What is required: Everything from the opening line of the listing below to the line that has "filter:drop-shadow(0 0 2px", inclusive, should be returned exactly, except the pictures.

Start of Recorded data

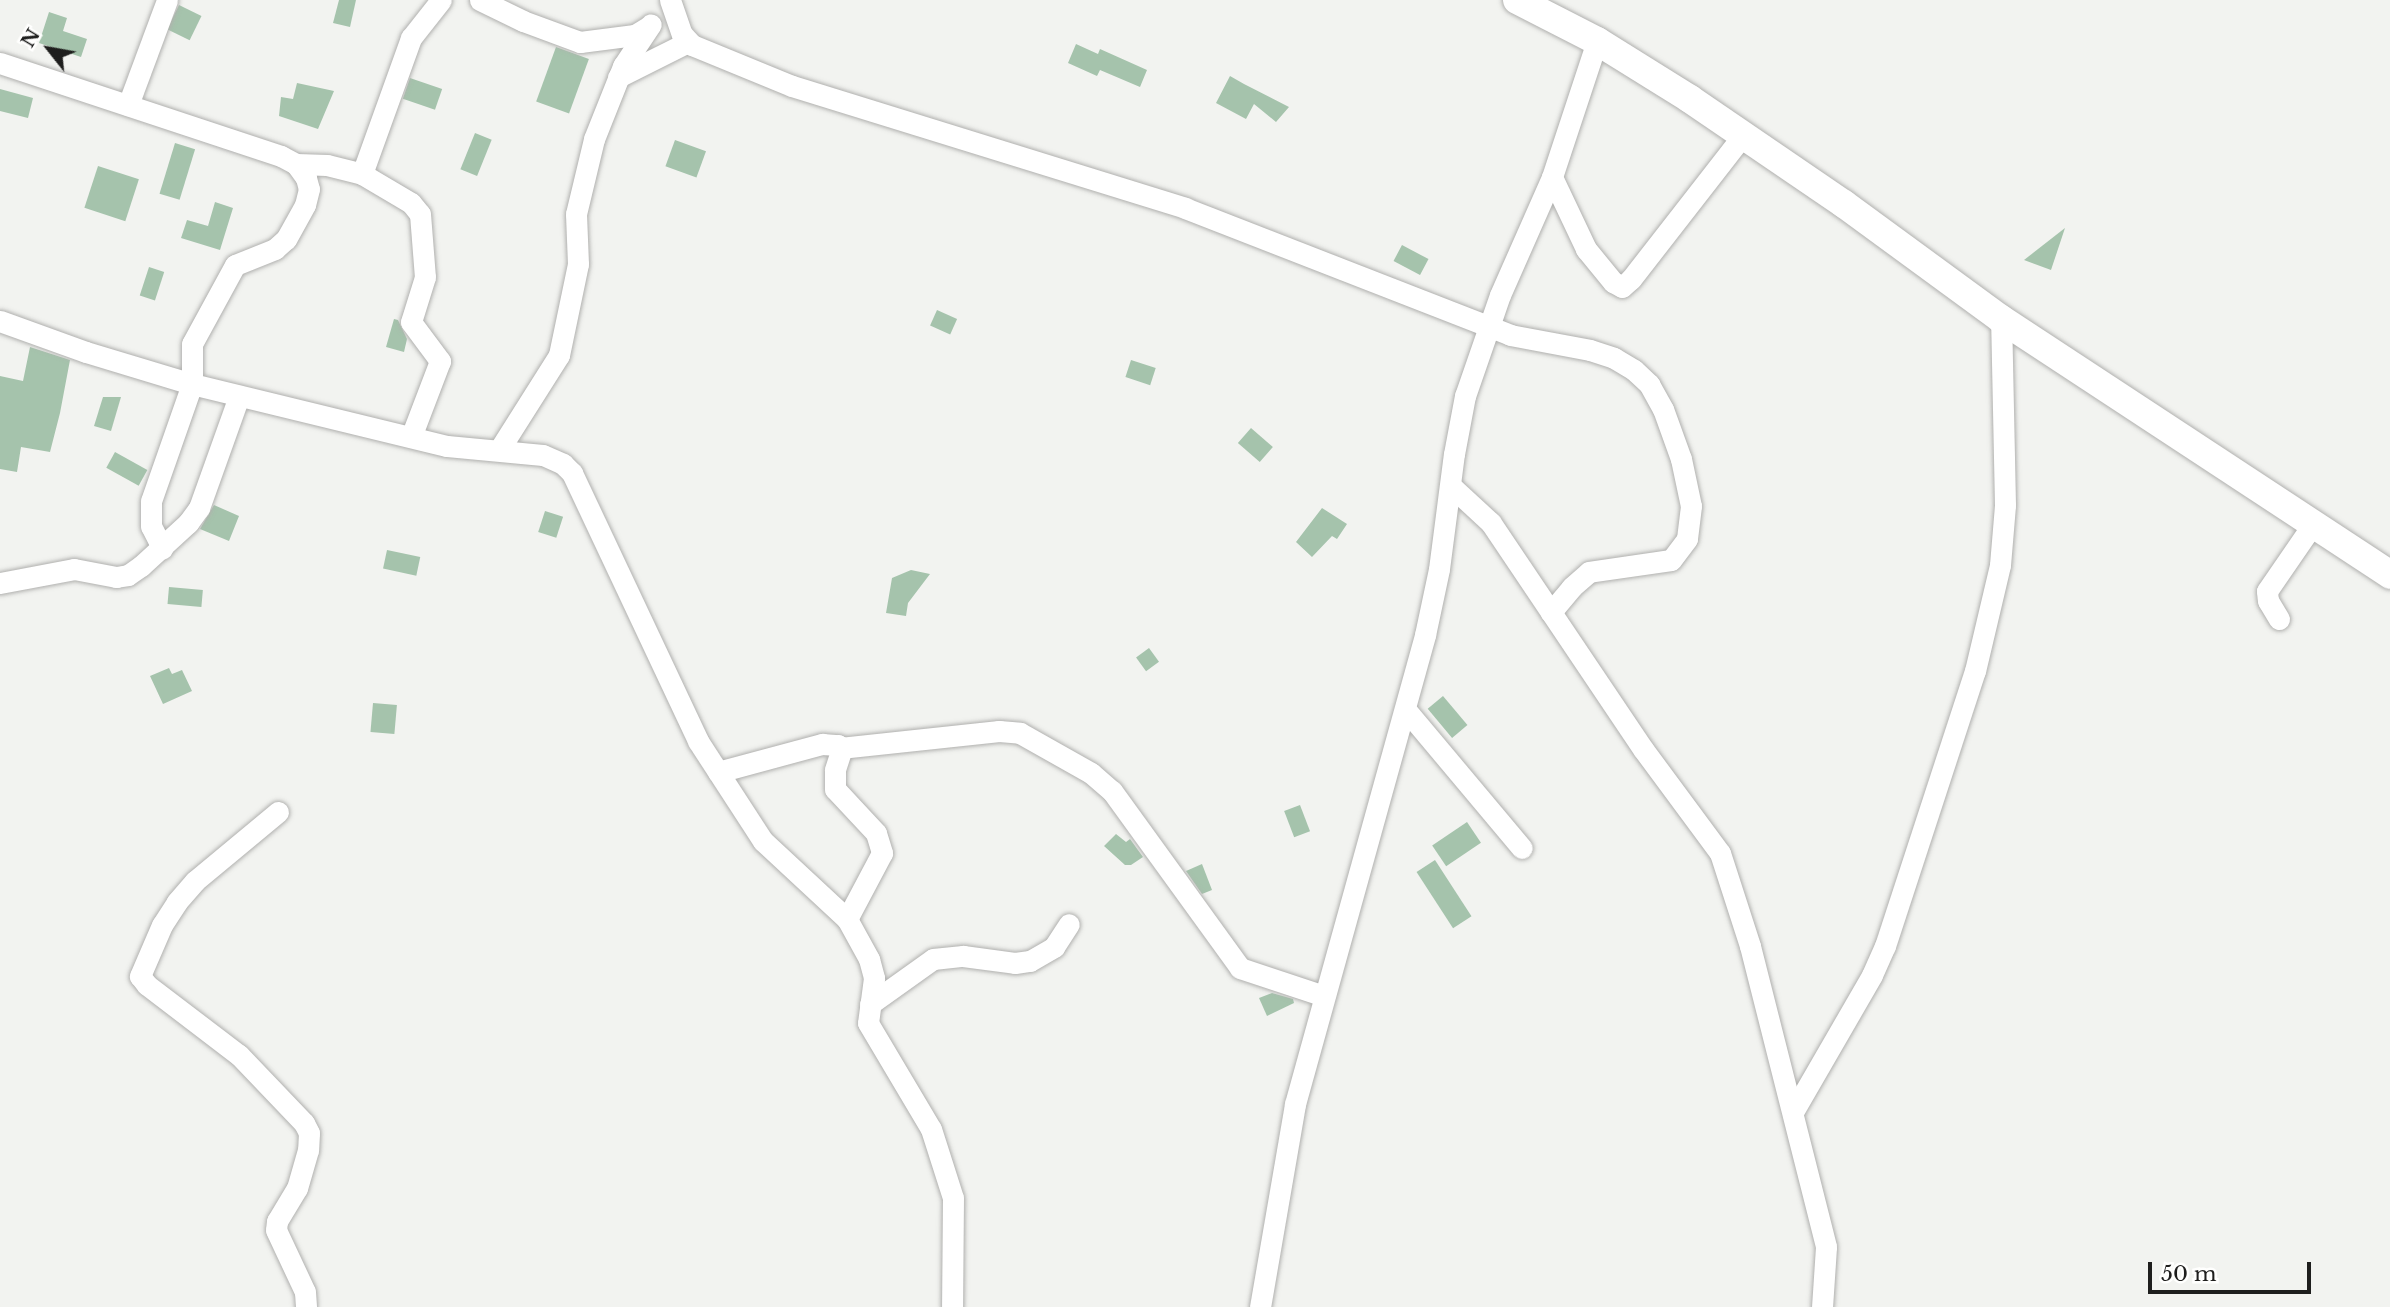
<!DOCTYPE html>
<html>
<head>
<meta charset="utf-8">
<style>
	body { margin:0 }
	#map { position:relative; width:2390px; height:1307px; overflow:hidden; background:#f2f3f0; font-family:"Libre Baskerville",serif }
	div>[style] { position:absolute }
	.building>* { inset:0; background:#a5c3ac; transform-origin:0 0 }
	.roads { filter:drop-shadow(0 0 2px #b0b0ae) drop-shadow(0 0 2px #b0b0ae) }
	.minor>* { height:21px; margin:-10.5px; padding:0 10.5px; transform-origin:10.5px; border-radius:10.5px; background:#fff }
	.tertiary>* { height:28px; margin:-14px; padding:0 14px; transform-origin:14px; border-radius:14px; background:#fff }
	span { translate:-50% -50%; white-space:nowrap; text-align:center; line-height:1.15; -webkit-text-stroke:7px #fffffe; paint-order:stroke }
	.north { position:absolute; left:14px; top:14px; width:70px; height:70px; -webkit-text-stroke:5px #fffffe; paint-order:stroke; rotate:301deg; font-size:19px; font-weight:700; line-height:28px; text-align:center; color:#1e1e1d }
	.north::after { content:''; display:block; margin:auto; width:24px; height:32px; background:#1e1e1d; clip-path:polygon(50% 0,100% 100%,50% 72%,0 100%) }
	.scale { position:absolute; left:2148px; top:1262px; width:163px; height:32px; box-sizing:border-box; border:4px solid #1e1e1d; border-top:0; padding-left:9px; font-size:21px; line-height:24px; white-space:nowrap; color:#1e1e1d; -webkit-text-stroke:5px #fffffe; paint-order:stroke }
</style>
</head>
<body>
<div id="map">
	<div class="building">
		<i style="clip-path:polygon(339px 0,356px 0,350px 27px,333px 23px)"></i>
		<i style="left:179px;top:5px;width:25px;height:27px;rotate:26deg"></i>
		<i style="clip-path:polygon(49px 12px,67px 18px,63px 31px,87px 39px,81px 57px,39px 43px)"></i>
		<i style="clip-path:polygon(1076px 44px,1098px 54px,1100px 49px,1147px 70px,1140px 87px,1100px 70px,1097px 76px,1068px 63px)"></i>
		<i style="left:556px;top:47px;width:35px;height:58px;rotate:20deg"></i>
		<i style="clip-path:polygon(1230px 76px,1244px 84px,1289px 107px,1276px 122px,1254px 104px,1246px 119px,1216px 103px)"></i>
		<i style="left:410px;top:78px;width:34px;height:22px;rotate:19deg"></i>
		<i style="clip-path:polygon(297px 83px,334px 91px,318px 129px,279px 116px,281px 97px,293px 99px)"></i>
		<i style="clip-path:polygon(0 89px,33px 98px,28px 118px,0 111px)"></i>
		<i style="left:475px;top:133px;width:18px;height:39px;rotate:22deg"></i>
		<i style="left:675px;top:140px;width:33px;height:28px;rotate:20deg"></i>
		<i style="left:175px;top:143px;width:21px;height:53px;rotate:17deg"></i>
		<i style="left:98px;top:166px;width:43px;height:44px;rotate:18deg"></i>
		<i style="clip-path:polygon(215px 202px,233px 208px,220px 250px,181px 238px,187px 220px,208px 226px)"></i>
		<i style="clip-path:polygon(2065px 228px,2051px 270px,2024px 260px)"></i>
		<i style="left:1402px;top:245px;width:30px;height:18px;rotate:28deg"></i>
		<i style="left:149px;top:267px;width:16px;height:30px;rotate:18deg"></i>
		<i style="left:937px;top:310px;width:22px;height:17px;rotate:24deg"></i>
		<i style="clip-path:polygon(394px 319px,398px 320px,407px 339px,404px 352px,386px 347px)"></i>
		<i style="clip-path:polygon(30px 347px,70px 360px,60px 413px,50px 452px,21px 447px,17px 472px,0 469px,0 376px,23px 381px)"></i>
		<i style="left:1131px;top:360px;width:26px;height:18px;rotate:18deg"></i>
		<i style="clip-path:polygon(103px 397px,121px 397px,111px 431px,94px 426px)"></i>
		<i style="left:1251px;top:428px;width:29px;height:20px;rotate:41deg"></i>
		<i style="left:115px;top:452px;width:37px;height:18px;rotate:29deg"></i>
		<i style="clip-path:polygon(214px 505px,239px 516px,229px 541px,200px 529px)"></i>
		<i style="clip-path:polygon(1322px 508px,1347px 524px,1337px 539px,1332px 536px,1312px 557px,1296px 542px)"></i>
		<i style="left:545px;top:511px;width:19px;height:22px;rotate:18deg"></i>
		<i style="left:387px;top:550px;width:34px;height:19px;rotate:12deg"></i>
		<i style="clip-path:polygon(911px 570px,930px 574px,908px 603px,906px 616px,886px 613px,892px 578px)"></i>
		<i style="left:169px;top:587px;width:34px;height:17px;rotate:5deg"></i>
		<i style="left:1149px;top:648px;width:17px;height:16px;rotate:54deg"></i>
		<i style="clip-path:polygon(169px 668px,172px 674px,182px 670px,192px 691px,163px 704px,150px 676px)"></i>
		<i style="left:1443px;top:696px;width:38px;height:20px;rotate:50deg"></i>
		<i style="left:373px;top:703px;width:24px;height:29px;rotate:5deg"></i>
		<i style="left:1300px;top:805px;width:28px;height:17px;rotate:69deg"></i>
		<i style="left:1467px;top:822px;width:25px;height:42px;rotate:56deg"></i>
		<i style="clip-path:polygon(1116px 834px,1126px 842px,1130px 839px,1143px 857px,1131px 865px,1125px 865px,1104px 846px)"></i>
		<i style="left:1435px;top:860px;width:67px;height:22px;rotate:57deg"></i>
		<i style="clip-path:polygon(1202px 864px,1212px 890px,1202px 894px,1186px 871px)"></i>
		<i style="clip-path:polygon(1272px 993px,1293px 999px,1294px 1003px,1267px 1016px,1259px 998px)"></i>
	</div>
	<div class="roads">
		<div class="minor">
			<i style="left:480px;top:0;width:48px;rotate:26deg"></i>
			<i style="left:523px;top:21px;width:61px;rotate:20.2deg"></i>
			<i style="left:580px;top:42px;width:55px;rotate:-7.3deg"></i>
			<i style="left:635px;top:35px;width:15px;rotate:-32deg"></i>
			<i style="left:670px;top:0;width:36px;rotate:71deg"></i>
			<i style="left:682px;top:34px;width:15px;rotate:48deg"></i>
			<i style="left:692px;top:45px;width:108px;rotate:22.3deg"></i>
			<i style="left:792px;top:86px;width:412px;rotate:17.2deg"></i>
			<i style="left:1185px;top:208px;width:349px;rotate:21.3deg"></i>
			<i style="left:1510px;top:335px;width:81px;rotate:10.6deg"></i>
			<i style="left:1590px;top:350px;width:25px;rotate:18deg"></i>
			<i style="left:1614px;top:358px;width:23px;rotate:31deg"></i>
			<i style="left:1634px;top:370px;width:21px;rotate:43deg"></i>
			<i style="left:1649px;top:384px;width:29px;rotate:61deg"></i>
			<i style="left:1663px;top:409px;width:53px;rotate:70.2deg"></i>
			<i style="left:1681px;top:459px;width:48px;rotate:78deg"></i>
			<i style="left:1691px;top:506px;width:33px;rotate:97deg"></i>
			<i style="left:1687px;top:539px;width:26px;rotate:127deg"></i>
			<i style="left:1671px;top:560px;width:83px;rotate:171.7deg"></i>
			<i style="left:1589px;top:572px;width:23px;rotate:139deg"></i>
			<i style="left:1572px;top:587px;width:33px;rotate:130deg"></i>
			<i style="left:0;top:63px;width:296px;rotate:18.3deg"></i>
			<i style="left:281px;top:156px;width:17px;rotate:28deg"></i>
			<i style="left:296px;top:164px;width:17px;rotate:54deg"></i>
			<i style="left:306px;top:178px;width:11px;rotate:75deg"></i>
			<i style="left:309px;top:189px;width:16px;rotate:104deg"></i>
			<i style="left:305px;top:205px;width:39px;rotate:119deg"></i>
			<i style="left:286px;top:239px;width:15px;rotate:138deg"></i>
			<i style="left:275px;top:249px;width:43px;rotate:158.2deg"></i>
			<i style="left:235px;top:265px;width:90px;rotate:118.6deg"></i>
			<i style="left:192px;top:344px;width:40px;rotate:90deg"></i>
			<i style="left:192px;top:384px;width:124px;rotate:109.3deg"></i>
			<i style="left:151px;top:501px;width:25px;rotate:90deg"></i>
			<i style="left:151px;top:526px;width:25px;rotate:63deg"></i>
			<i style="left:618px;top:77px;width:78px;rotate:-26.6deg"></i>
			<i style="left:128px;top:105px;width:112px;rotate:-69.6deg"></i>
			<i style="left:296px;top:164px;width:31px;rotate:2deg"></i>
			<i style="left:327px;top:165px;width:36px;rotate:14deg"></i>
			<i style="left:362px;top:174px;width:57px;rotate:30.6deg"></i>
			<i style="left:411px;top:203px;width:14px;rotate:51deg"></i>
			<i style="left:420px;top:214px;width:63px;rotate:85.5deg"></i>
			<i style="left:425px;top:277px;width:47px;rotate:107.3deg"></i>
			<i style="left:411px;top:322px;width:49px;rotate:53.4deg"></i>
			<i style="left:440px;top:361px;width:81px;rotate:110.9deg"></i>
			<i style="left:362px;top:174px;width:145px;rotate:-70.2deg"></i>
			<i style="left:411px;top:38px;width:48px;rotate:-51.7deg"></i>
			<i style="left:1552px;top:177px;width:80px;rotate:64.7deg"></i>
			<i style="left:1586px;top:249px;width:43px;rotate:50.7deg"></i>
			<i style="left:1613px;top:282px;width:10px;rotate:29deg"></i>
			<i style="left:1622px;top:287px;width:12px;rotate:-42deg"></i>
			<i style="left:1631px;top:279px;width:182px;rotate:-52.1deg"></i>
			<i style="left:0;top:321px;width:91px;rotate:19.8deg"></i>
			<i style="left:86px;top:352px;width:111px;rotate:16.8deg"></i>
			<i style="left:192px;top:384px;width:262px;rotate:13.7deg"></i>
			<i style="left:447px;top:446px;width:96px;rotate:5.4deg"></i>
			<i style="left:543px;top:455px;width:22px;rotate:24deg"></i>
			<i style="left:563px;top:464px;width:13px;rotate:45deg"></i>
			<i style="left:572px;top:473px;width:296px;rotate:64.8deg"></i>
			<i style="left:698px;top:741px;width:119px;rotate:57deg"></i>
			<i style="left:763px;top:841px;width:115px;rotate:42.9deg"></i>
			<i style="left:847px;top:919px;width:46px;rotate:61.2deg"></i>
			<i style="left:869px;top:959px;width:20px;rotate:75deg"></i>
			<i style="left:874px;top:978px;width:45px;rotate:97.6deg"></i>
			<i style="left:868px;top:1023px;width:123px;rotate:59.3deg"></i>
			<i style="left:931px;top:1129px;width:72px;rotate:72.3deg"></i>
			<i style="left:953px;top:1198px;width:109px;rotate:90.5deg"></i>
			<i style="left:499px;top:450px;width:112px;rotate:-57.7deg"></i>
			<i style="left:559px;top:355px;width:93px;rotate:-78.2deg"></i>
			<i style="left:578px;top:264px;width:50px;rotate:-92.3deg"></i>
			<i style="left:576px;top:214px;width:77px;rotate:-76.5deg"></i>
			<i style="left:594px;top:139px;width:79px;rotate:-68.3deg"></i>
			<i style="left:623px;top:66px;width:50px;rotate:-56.3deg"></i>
			<i style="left:1451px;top:486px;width:54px;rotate:42.8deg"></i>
			<i style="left:1491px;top:523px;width:272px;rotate:56.1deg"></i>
			<i style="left:1643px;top:749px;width:129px;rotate:53.5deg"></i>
			<i style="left:1720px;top:853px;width:98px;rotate:72.1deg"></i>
			<i style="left:1750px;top:946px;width:310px;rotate:75.8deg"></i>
			<i style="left:1826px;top:1247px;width:60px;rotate:93.8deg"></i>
			<i style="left:0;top:583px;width:75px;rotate:-10.7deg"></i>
			<i style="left:74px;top:569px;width:43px;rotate:10.8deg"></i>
			<i style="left:116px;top:577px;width:12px;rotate:-9deg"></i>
			<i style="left:128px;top:575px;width:16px;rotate:-35deg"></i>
			<i style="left:141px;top:566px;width:64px;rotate:-42.5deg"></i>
			<i style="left:188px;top:523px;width:19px;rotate:-54deg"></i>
			<i style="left:199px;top:508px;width:119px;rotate:-70.3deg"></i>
			<i style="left:2279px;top:619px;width:21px;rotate:-121deg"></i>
			<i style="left:2268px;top:601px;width:10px;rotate:-96deg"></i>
			<i style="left:2267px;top:591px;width:81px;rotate:-55.5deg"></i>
			<i style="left:1406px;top:710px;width:180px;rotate:50deg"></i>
			<i style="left:840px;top:748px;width:160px;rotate:-6.1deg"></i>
			<i style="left:999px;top:731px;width:21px;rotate:5deg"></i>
			<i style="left:1020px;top:733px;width:81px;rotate:29.4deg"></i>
			<i style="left:1091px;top:773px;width:28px;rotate:41deg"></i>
			<i style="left:1112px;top:791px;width:218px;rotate:54.1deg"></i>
			<i style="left:1240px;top:968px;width:89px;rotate:18.4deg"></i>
			<i style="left:718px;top:772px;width:108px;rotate:-15.1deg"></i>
			<i style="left:822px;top:744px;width:16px;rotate:4deg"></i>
			<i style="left:838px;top:745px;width:7px;rotate:63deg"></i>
			<i style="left:841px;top:751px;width:20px;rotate:108deg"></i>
			<i style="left:835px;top:770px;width:19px;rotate:90deg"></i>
			<i style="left:835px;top:789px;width:60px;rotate:47deg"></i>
			<i style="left:876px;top:833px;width:21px;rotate:73deg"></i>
			<i style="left:882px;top:853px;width:75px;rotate:117.9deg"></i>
			<i style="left:278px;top:812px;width:108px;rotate:140.3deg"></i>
			<i style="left:195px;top:881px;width:28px;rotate:131deg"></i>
			<i style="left:177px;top:902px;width:27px;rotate:123deg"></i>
			<i style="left:162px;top:925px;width:56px;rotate:113.3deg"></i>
			<i style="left:140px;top:976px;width:11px;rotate:52deg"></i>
			<i style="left:147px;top:985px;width:116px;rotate:37.3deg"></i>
			<i style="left:239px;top:1055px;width:94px;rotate:46.3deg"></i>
			<i style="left:304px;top:1123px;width:11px;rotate:63deg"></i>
			<i style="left:309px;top:1133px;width:17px;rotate:93deg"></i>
			<i style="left:308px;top:1150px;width:40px;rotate:106deg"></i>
			<i style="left:297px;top:1188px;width:39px;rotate:121deg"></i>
			<i style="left:277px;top:1221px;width:9px;rotate:96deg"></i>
			<i style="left:276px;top:1230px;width:68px;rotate:64.9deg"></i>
			<i style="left:305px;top:1292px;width:15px;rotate:86deg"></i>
			<i style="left:870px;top:1004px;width:77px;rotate:-35.5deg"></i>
			<i style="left:933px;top:959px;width:30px;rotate:-6deg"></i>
			<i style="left:963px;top:956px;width:52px;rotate:7.7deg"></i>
			<i style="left:1015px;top:963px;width:15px;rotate:-8deg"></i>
			<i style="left:1030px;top:961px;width:28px;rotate:-30deg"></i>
			<i style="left:1054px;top:947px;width:27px;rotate:-57deg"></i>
			<i style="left:1793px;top:1112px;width:158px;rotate:-60deg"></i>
			<i style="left:1872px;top:975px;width:32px;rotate:-66deg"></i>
			<i style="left:1885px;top:946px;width:289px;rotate:-71.9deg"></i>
			<i style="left:1975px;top:671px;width:109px;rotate:-76.7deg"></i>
			<i style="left:2000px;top:565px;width:60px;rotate:-85.2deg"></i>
			<i style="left:2005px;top:505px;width:186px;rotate:-91.2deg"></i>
			<i style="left:1260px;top:1307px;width:206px;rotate:-80.2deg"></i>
			<i style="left:1295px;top:1104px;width:487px;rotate:-74.5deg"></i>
			<i style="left:1425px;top:635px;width:67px;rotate:-78deg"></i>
			<i style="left:1439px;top:569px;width:116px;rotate:-82.6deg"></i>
			<i style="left:1454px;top:454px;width:59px;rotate:-79.3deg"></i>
			<i style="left:1465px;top:396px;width:107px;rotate:-70.9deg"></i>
			<i style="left:1500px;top:295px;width:129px;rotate:-66.2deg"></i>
			<i style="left:1552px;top:177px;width:143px;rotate:-71.7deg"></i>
		</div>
		<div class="tertiary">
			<i style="left:1517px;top:0;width:90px;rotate:27.1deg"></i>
			<i style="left:1597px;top:41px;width:110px;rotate:31.9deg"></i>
			<i style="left:1690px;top:99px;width:186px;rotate:34.3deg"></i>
			<i style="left:1844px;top:204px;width:195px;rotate:36.2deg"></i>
			<i style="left:2001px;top:319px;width:466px;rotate:33.3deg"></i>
		</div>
	</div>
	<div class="north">N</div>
	<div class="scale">50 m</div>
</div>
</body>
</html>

End of Recorded data

Task answer:
<!DOCTYPE html>
<html>
<head>
<meta charset="utf-8">
<style>
	body { margin:0 }
	#map { position:relative; width:2390px; height:1307px; overflow:hidden; background:#f2f3f0; font-family:"Libre Baskerville",serif }
	div>[style] { position:absolute }
	.building>* { inset:0; background:#a5c3ac; transform-origin:0 0 }
	.roads { filter:drop-shadow(0 0 2px #b0b0ae) drop-shadow(0 0 2px #b0b0ae) }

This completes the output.